Taking steps toward ensuring that you get the necessary amount of nourishment is unquestionably an act of self-care for depression. Thase comments further by saying, “Your spirits pick up, and that’s an antidepressant.”

In addition to seeing a therapist for your depression and taking antidepressant medication, you can also attempt these supplementary treatments in order to assist improve your mental health.

According to Knüppel, “Diet is a terrific technique of active self-care and self-love — a cornerstone in cognitive behavioural therapy (CBT),” which is a form of therapy that is frequently utilised to treat anxiety and depression. The realisation that one is deserving of self-care and, consequently, of being nourished with wholesome food is a step in the right direction, in my opinion.

Should you try it?

According to Thase, there is no such thing as a perfect cure, and there is no treatment that is effective for everyone. Thase and Knüppel are in agreement that seeing a mental health expert as soon as possible after recognising symptoms of sadness or anxiety is the best course of action to take.

It is possible that the improvements will be enhanced if, in addition to the other steps you and your doctor decide to take, you also attempt making nutritional adjustments.

However, according to Thase, eating is not a magic cure for mental health issues like anxiety and depression.

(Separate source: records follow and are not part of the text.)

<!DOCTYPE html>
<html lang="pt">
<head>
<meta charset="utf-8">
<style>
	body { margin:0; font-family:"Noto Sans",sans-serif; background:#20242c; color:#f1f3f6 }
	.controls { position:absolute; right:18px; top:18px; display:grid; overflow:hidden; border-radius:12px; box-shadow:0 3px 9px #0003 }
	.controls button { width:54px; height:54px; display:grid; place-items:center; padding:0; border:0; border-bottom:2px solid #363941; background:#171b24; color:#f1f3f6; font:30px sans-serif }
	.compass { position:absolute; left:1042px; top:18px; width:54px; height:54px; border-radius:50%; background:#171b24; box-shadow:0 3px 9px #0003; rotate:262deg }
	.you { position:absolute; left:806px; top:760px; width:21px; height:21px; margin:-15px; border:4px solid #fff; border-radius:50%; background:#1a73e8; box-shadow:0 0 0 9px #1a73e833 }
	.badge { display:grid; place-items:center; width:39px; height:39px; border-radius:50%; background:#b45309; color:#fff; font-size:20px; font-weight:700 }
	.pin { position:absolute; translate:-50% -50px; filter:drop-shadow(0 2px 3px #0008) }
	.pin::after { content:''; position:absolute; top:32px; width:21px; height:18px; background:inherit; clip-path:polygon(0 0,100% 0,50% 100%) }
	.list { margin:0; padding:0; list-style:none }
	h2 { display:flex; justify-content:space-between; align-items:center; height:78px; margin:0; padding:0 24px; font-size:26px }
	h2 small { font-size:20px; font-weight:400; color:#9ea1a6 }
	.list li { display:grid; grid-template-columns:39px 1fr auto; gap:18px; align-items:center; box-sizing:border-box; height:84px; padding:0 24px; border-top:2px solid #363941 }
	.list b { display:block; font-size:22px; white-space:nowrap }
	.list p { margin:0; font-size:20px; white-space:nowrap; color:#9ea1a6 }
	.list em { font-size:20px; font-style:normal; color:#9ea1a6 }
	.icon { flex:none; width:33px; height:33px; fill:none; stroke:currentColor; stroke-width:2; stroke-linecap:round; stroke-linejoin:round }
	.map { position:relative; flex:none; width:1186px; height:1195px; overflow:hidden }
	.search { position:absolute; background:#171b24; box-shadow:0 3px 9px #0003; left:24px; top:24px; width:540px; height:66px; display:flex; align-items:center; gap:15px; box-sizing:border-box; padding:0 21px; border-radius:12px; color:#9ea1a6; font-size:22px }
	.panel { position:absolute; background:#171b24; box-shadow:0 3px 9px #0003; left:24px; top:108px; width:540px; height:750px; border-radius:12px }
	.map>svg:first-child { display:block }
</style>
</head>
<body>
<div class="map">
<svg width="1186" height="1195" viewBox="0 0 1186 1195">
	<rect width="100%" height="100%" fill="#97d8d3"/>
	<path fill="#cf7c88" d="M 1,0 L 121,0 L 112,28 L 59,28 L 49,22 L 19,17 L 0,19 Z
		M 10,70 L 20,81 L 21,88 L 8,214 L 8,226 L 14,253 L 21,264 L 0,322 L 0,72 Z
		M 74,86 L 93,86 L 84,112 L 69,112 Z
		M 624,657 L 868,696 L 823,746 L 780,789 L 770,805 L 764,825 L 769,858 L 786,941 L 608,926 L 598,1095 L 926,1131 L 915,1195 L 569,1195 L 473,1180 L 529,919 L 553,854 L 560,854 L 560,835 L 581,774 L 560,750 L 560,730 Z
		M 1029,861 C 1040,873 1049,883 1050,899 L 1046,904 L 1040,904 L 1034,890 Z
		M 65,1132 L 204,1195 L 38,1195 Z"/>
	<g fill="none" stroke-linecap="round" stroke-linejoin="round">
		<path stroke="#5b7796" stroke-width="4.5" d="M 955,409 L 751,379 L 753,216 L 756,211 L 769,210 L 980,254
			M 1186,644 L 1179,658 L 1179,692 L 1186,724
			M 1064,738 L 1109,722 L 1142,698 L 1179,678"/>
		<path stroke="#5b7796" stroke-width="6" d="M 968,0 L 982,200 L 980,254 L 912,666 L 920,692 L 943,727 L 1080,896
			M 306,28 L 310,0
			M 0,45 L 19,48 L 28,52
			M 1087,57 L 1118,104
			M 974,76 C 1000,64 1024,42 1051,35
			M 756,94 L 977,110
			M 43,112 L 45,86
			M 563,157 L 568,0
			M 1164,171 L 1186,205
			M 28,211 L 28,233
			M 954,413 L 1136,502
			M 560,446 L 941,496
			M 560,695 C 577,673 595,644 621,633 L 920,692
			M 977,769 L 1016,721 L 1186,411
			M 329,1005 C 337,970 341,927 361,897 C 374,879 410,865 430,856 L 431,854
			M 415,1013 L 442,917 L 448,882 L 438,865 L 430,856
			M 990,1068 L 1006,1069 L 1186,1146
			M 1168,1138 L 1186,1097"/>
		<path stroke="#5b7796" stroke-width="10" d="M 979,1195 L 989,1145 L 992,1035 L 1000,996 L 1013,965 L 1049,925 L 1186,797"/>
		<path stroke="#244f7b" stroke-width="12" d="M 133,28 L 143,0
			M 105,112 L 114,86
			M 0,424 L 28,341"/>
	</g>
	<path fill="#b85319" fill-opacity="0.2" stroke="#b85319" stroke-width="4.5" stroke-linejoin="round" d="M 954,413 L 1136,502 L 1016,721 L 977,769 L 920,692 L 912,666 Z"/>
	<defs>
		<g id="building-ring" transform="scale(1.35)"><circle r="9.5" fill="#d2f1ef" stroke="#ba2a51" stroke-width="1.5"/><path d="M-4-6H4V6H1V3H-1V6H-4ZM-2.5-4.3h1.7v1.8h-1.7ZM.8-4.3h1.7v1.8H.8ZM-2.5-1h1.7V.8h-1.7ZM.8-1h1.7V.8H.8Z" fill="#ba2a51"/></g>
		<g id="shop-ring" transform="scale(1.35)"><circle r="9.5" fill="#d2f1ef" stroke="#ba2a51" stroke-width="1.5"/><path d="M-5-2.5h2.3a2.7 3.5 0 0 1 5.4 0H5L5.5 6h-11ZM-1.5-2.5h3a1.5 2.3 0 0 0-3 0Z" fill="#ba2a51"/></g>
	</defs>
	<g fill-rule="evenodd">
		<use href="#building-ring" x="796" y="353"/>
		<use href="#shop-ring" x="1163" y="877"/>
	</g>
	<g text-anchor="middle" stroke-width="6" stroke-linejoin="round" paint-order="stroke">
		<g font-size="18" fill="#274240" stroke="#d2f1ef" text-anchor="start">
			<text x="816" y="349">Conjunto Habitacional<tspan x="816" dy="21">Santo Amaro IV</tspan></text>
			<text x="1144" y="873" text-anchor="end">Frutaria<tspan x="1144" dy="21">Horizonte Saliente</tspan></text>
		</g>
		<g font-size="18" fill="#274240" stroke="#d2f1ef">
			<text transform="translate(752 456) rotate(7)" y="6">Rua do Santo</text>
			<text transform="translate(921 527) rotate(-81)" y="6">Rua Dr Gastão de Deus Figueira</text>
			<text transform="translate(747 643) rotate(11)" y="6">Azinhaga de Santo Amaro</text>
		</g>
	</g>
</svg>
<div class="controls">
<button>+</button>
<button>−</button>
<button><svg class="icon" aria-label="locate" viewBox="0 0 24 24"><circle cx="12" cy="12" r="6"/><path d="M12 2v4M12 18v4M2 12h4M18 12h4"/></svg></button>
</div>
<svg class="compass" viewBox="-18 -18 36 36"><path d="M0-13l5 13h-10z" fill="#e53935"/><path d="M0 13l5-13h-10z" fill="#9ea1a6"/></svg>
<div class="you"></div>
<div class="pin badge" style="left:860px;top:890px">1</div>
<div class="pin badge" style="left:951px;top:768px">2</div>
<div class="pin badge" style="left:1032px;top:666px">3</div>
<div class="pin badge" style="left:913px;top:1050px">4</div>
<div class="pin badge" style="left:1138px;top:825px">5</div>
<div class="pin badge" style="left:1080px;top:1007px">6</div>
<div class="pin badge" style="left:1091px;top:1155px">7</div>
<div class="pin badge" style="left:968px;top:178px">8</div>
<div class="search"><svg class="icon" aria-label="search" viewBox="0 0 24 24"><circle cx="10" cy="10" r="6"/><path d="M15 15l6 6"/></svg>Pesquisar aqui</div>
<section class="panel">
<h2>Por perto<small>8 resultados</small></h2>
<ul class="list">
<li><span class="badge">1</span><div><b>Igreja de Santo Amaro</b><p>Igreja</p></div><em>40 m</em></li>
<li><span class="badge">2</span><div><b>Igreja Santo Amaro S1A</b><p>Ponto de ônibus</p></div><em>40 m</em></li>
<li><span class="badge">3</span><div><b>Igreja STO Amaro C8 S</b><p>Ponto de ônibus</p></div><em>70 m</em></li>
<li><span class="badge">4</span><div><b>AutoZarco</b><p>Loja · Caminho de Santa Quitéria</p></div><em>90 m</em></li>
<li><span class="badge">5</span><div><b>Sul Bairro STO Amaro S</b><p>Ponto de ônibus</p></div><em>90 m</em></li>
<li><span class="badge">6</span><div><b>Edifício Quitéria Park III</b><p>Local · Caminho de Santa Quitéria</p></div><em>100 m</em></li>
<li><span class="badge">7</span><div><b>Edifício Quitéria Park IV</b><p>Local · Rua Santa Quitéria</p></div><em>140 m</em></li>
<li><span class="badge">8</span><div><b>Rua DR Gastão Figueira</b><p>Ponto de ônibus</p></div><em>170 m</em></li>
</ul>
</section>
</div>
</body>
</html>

“I’m fully in favour of having individuals take a look at their fitness and food as part of a holistic approach to help recover from depression,” says Thase. “However, I wouldn’t bank on it simply as a treatment.”

Nutritional intervention has the potential to be an excellent primary treatment for certain patients. Thase notes that dietary interventions are more effective when used in conjunction with other forms of treatment, such as medication, for some people, especially those who suffer from specific diseases such as schizophrenia or bipolar disorder.

And even though Thase does not use nutritional therapies with his patients, he adds that he could foresee this being another tool that psychiatrists and other professionals working in the field of mental health could consider using in the future.

In point of fact, there is a subfield of psychology known as nutritional psychology that is gaining popularity.

‘There is a real movement toward mindfulness and holistic approaches in our culture right now, and in psychiatry, there’s a movement toward personalised medicine, in the sense that our patients are the captains of their own ship and they are responsible for their own treatment planning,’ he explains. “There is a movement toward personalised medicine in the sense that our patients are the captains of their own ship and they are responsible for their own treatment planning.”

As more individuals grow interested in alternative therapies such as this one and continue to observe positive outcomes, it is possible that in the future a greater number of conventional doctors would prescribe nutritious diets to their patients.